Ostorhinchus cookii, common names Cook's cardinalfish, Cook's soldierfish, blackbanded cardinal, blackbanded cardinalfish, is a species of marine fish in the family Apogonidae.

This species grows to a maximum length of 10 cm. It is a reef fish that is also used in the aquarium industry. Its distribution extends from the Red Sea and the Gulf of Oman south to KwaZulu Natal eastwards into the western Pacific from Japan to the Great Barrier Reef and New Caledonia. It has been reported to occur in Tonga and from Persian Gulf. This is a nocturnal species of rocky area sand coral reefs below the low water mark but no deeper than 10 m that spends the day near ledges. It lives solitarily or in small groups.

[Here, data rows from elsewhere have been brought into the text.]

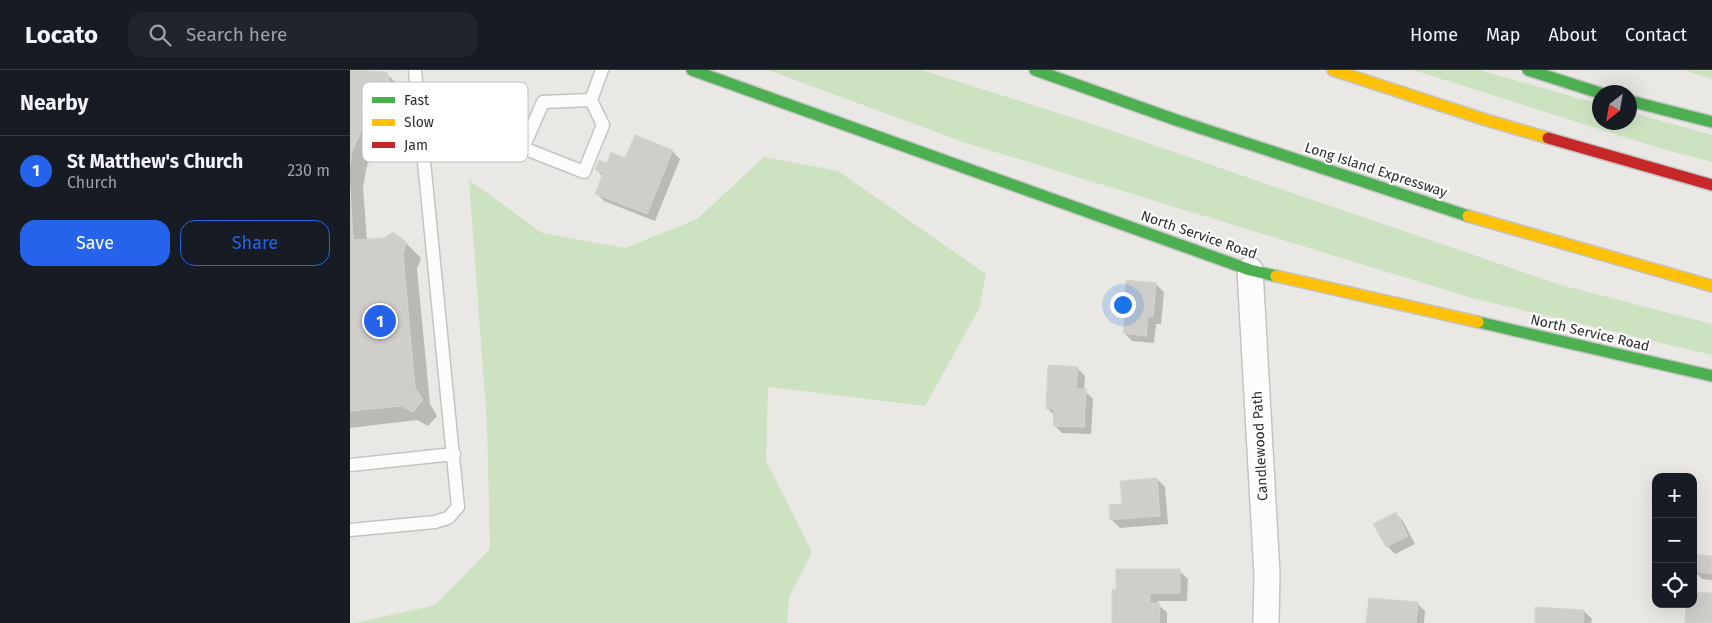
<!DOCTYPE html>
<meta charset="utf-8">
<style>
:root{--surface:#171b24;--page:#20242c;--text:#f1f3f6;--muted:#9ea1a6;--line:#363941;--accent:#2563eb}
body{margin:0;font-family:"Fira Sans",sans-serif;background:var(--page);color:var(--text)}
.controls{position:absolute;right:15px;bottom:15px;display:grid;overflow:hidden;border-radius:10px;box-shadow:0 5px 20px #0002}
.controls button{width:45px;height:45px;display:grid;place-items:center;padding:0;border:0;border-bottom:1px solid var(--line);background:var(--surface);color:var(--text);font:25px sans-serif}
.compass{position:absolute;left:1242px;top:15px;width:45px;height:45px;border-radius:50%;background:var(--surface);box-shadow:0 5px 20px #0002;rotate:211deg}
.you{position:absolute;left:772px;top:234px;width:18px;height:18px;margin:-12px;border:4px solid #fff;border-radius:50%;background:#1a73e8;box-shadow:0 0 0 8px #1a73e833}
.badge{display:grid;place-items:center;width:32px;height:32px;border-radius:50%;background:var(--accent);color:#fff;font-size:16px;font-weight:700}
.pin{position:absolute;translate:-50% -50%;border:2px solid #fff;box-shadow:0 1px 5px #0006}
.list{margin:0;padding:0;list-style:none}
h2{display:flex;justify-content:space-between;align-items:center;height:65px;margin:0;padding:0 20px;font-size:21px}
h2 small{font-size:16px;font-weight:400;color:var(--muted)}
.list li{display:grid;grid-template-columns:32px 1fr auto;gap:15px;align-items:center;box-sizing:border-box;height:70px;padding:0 20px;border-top:1px solid var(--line)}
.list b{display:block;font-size:19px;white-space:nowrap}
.list p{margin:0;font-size:16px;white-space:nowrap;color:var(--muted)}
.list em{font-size:16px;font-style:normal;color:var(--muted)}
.actions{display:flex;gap:10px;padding:15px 20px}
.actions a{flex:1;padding:11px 0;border:1px solid var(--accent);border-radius:15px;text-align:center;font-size:18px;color:var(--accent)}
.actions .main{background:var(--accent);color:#fff}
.icon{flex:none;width:28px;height:28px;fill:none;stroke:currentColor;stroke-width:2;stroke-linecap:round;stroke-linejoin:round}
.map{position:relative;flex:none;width:1362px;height:553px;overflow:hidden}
header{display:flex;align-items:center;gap:30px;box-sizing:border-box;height:70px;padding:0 25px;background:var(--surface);border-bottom:1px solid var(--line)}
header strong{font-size:24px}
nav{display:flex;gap:28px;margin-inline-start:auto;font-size:18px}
.search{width:350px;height:45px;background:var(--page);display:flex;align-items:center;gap:12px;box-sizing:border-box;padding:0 18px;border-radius:15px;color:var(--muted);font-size:19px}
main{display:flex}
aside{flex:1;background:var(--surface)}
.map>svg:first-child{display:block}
</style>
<header>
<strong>Locato</strong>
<div class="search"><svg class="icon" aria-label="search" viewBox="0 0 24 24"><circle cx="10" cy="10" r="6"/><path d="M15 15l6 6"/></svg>Search here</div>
<nav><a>Home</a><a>Map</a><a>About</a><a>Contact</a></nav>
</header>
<main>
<aside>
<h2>Nearby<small></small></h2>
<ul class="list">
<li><span class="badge">1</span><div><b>St Matthew's Church</b><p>Church</p></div><em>230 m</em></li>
</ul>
<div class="actions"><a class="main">Save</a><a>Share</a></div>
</aside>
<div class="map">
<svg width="1362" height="553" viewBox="0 0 1362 553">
<rect width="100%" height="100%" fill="#eae8e4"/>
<path fill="#cce2c1" d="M418,0H572L736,52L1211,215L1362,254V285L1122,228L616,73Z
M1063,0H1129L1249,34L1250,52H1280V42L1362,65V92L1309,78Z
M1334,0H1362V9Z
M414,87L488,101L636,204L629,239L575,336L418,317L416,391L462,482L439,527L437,553H5L85,535L140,479L137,354L119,110L192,163L275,178L347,149Z"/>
<path fill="#0003" d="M0,0H11L18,3H36L51,18L55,31L42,41L17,96L13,117L17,170L56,173L71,188L67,199L80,334L87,346L78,356L67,350L0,358Z
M322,81L330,89L305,151L254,131L246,123L253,107L247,100L258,95L276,90Z
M806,214L814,222L811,254H806L804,273L782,271L774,263L776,244L774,242Z
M727,298L735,306L734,320L743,329L741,364L712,363L704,355L705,346L697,338Z
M807,409L815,417L818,454L770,458L762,450L760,436L774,435Z
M1045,443L1053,451L1065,474L1045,484L1037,476Z
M1362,488V510L1352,509L1344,501Z
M829,501L838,509L837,531H808L807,534L817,542V553H763L764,520Z
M1067,533L1075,541L1074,553H1018Z
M1234,541L1242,549L1241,553H1186Z"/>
<path fill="#cfceca" stroke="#d5d4d0" d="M0,0L37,2L41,16L28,26L2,81L0,96Z
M285,65L323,80L297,144L245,124L253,103L245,100L249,90L257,93L261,82L275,88Z
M0,116L3,170L34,168L43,162L56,172L53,184L65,318L73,330L63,342L51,336L0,341Z
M776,210L806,213L803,247L798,246L796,266L773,263L775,243H773Z
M698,295L728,297L726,319H736L734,357L703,356L704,339H696Z
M807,408L810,446L760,450L759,435L772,434L770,411Z
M1046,442L1058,466L1036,477L1023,454Z
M1345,484L1362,486V504L1343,501Z
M766,499H830V523H800V533H810L809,553H762V519H766Z
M1343,522L1362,523V553H1335L1336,534H1343Z
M1019,528L1068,532L1066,553H1016Z
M1185,537L1234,540L1233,553H1185Z"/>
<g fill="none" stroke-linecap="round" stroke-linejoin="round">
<defs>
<path id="lane" d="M241,30L193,32L173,78L234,102L253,55L241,30L252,0
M0,395L104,384
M0,460L85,452L98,448L108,437L65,0"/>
<path id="street" d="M900,200L917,504L916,553"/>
<path id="fast" d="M342,0L900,200L926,206
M685,0L829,51L1118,146
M1178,0L1250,23
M1280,31L1362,52
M1128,252L1362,306"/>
<path id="slow" d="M983,0L1136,50L1198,68
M1118,146L1362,216
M926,206L1128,252"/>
<path id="jam" d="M1198,68L1362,115"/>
</defs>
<use href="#lane" stroke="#c4c4c4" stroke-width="15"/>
<use href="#street" stroke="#c4c4c4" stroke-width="28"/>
<use href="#fast" stroke="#c4c4c4" stroke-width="14"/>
<use href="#slow" stroke="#c4c4c4" stroke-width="14"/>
<use href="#jam" stroke="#c4c4c4" stroke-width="14"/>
<use href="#lane" stroke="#fcfcfb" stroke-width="12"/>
<use href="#street" stroke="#fcfcfb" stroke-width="25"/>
<use href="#fast" stroke="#4caf50" stroke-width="11"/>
<use href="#slow" stroke="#ffc107" stroke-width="11"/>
<use href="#jam" stroke="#c62828" stroke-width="11"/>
</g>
<g text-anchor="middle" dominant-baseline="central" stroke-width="4.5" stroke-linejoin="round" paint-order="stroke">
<g font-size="14" fill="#2d2d2d" stroke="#fff">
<text transform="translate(1026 100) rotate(18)">Long Island Expressway</text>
<text transform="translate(849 165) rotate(19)">North Service Road</text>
<text transform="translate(1240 263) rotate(13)">North Service Road</text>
<text transform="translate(910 376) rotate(-93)">Candlewood Path</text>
</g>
</g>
<rect x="12" y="12" width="166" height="80" rx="8" fill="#fff" stroke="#c0c0c0" stroke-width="1"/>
<rect x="22" y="27" width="23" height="6" fill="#4caf50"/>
<rect x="22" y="49" width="23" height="7" fill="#ffc107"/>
<rect x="22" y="72" width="23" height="6" fill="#c62828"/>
<g font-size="14" fill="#2d2d2d">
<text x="54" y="35">Fast</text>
<text x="54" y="57">Slow</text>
<text x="54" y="80">Jam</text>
</g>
</svg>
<div class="controls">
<button>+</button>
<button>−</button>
<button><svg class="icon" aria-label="locate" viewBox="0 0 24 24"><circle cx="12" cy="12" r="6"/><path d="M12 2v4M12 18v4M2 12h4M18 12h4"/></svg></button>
</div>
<svg class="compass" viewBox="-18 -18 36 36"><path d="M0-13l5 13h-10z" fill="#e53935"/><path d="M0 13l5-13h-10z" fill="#9ea1a6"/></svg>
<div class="you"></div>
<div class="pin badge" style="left:30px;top:251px">1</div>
</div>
</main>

Macleay did not specify who the specific name honours but it is almost certainly Captain James Cook (1728-1779) the British explorer, navigator and cartographer. Cook named the type locality, the Endeavour River in Queensland after his ship, HMS Endeavour, after beaching there for repairs in 1770.